(Stored items)
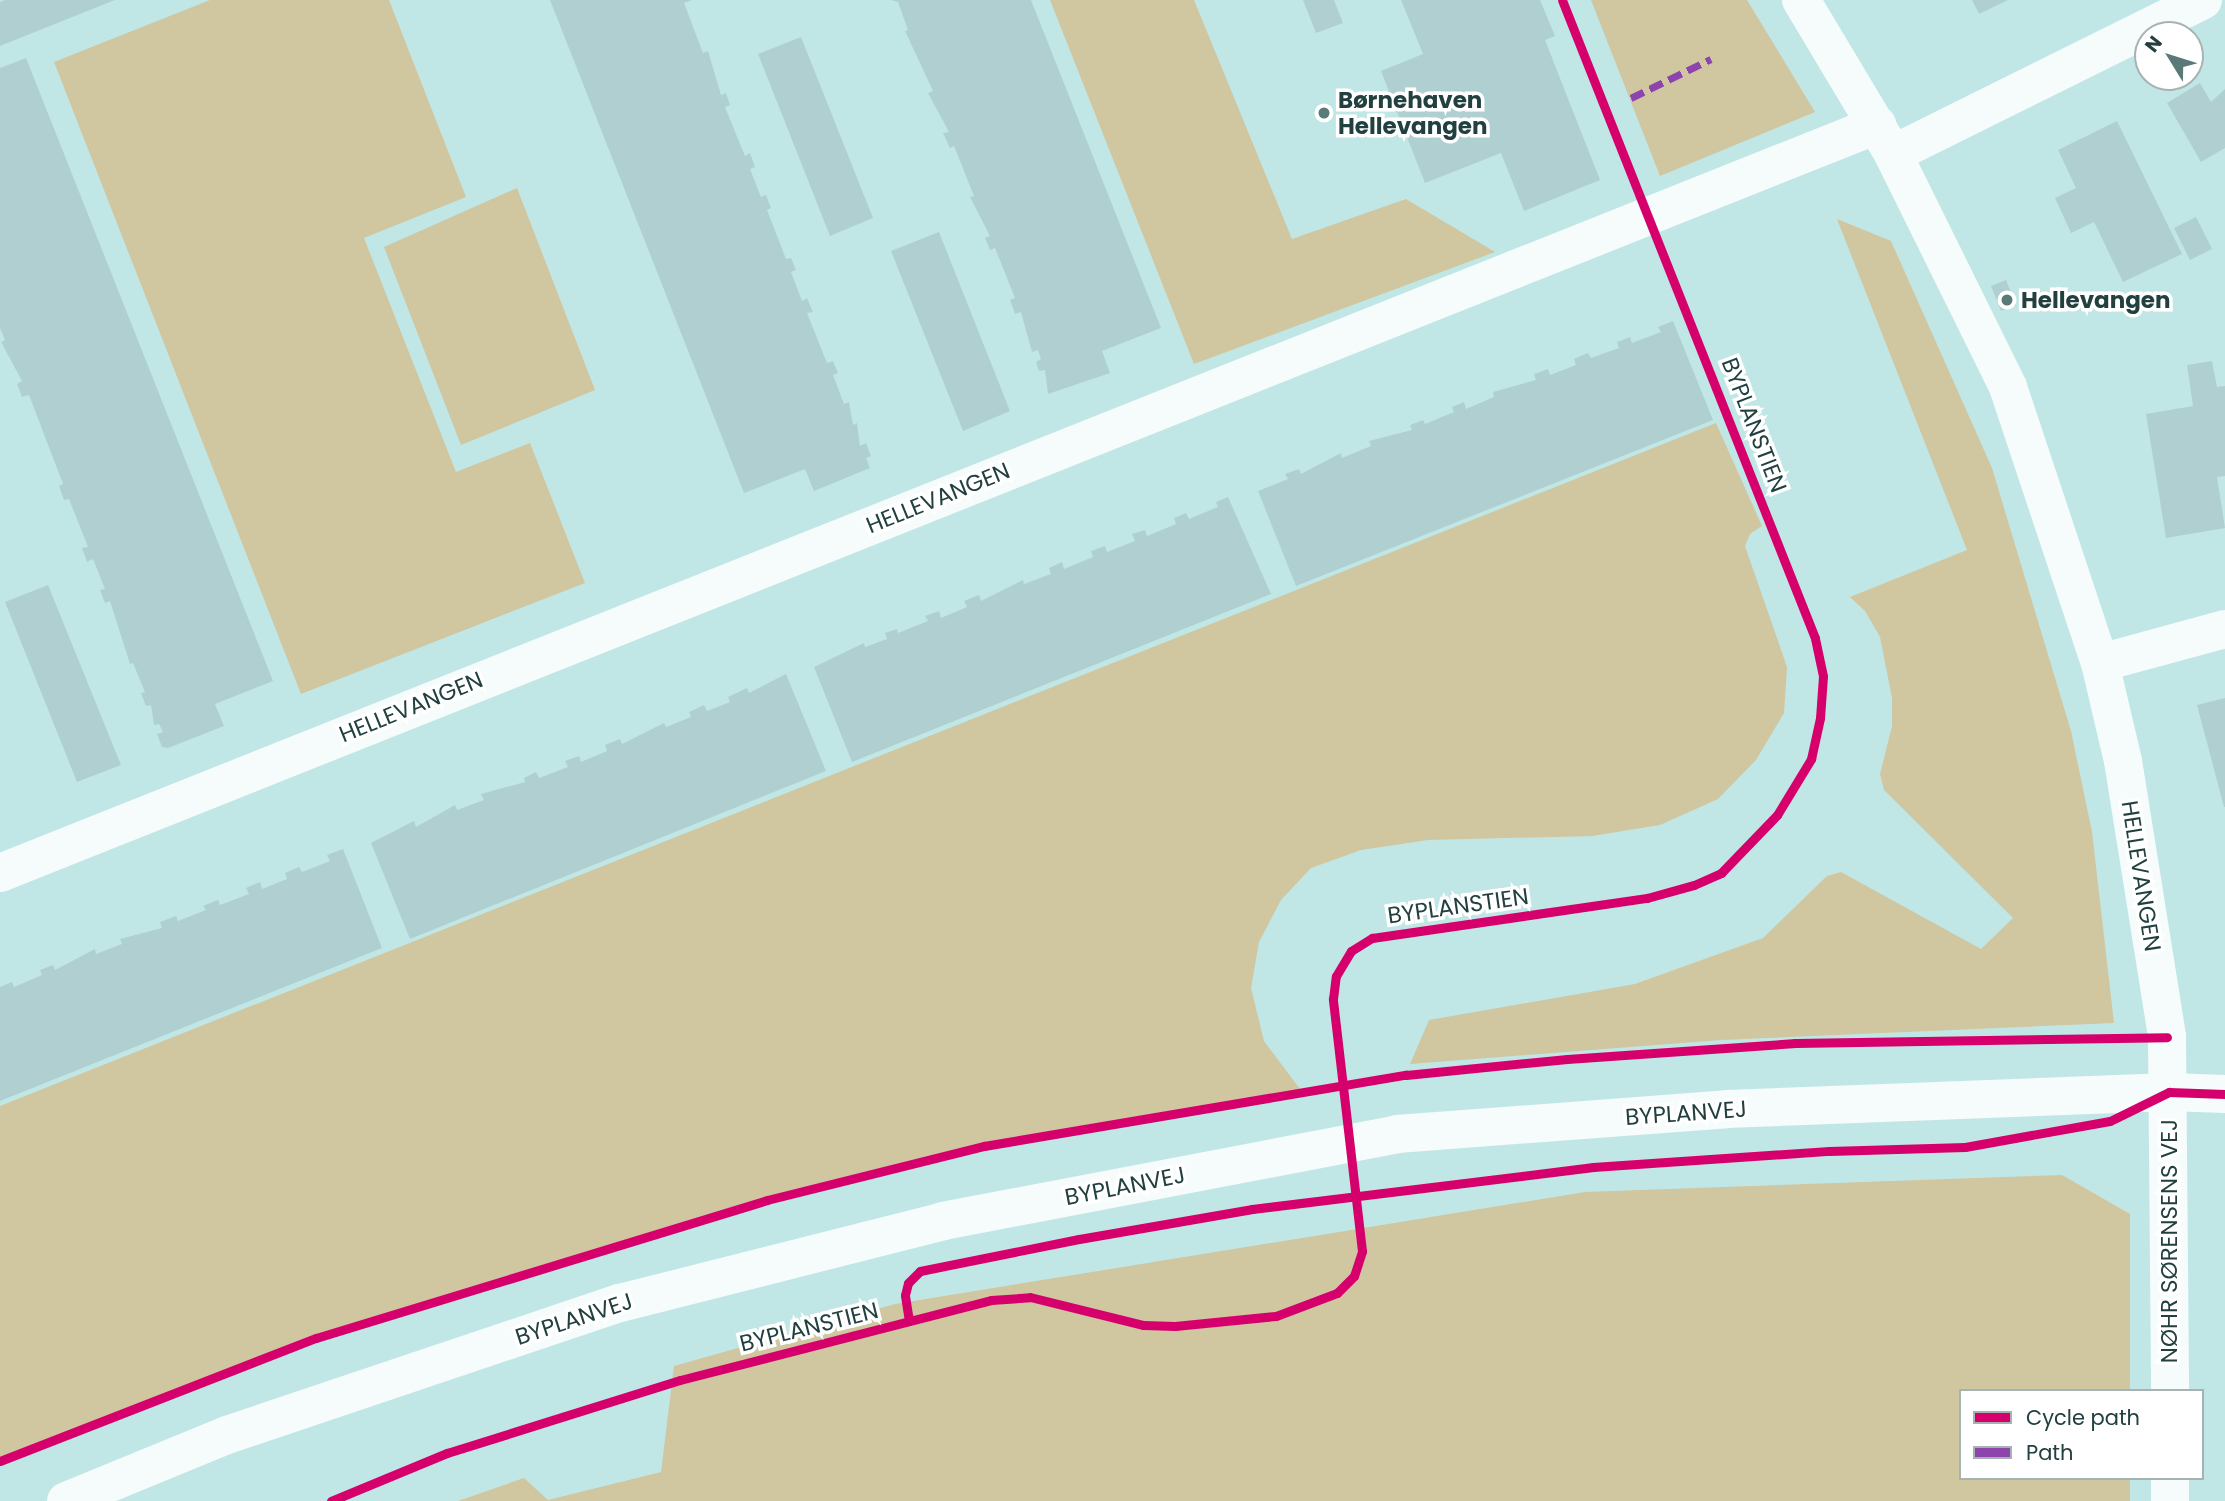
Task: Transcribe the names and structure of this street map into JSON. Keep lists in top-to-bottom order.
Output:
{
  "streets": {
    "street": ["HELLEVANGEN", "BYPLANVEJ", "NØHR SØRENSENS VEJ"],
    "cycle path": ["BYPLANSTIEN"]
  },
  "crossings": [
    ["HELLEVANGEN", "BYPLANVEJ"],
    ["HELLEVANGEN", "NØHR SØRENSENS VEJ"],
    ["BYPLANVEJ", "NØHR SØRENSENS VEJ"]
  ],
  "places": ["Børnehaven Hellevangen", "Hellevangen"],
  "legend": ["Cycle path", "Path"],
  "north": "top left"
}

## PROBLEM REQUIREMENTS
Verbatim copy with pictures excluded: write out the records above in full.

## WORKED SOLUTION
Task: Transcribe the names and structure of this street map into JSON. Keep lists in top-to-bottom order.
Output:
{
  "streets": {
    "street": ["HELLEVANGEN", "BYPLANVEJ", "NØHR SØRENSENS VEJ"],
    "cycle path": ["BYPLANSTIEN"]
  },
  "crossings": [
    ["HELLEVANGEN", "BYPLANVEJ"],
    ["HELLEVANGEN", "NØHR SØRENSENS VEJ"],
    ["BYPLANVEJ", "NØHR SØRENSENS VEJ"]
  ],
  "places": ["Børnehaven Hellevangen", "Hellevangen"],
  "legend": ["Cycle path", "Path"],
  "north": "top left"
}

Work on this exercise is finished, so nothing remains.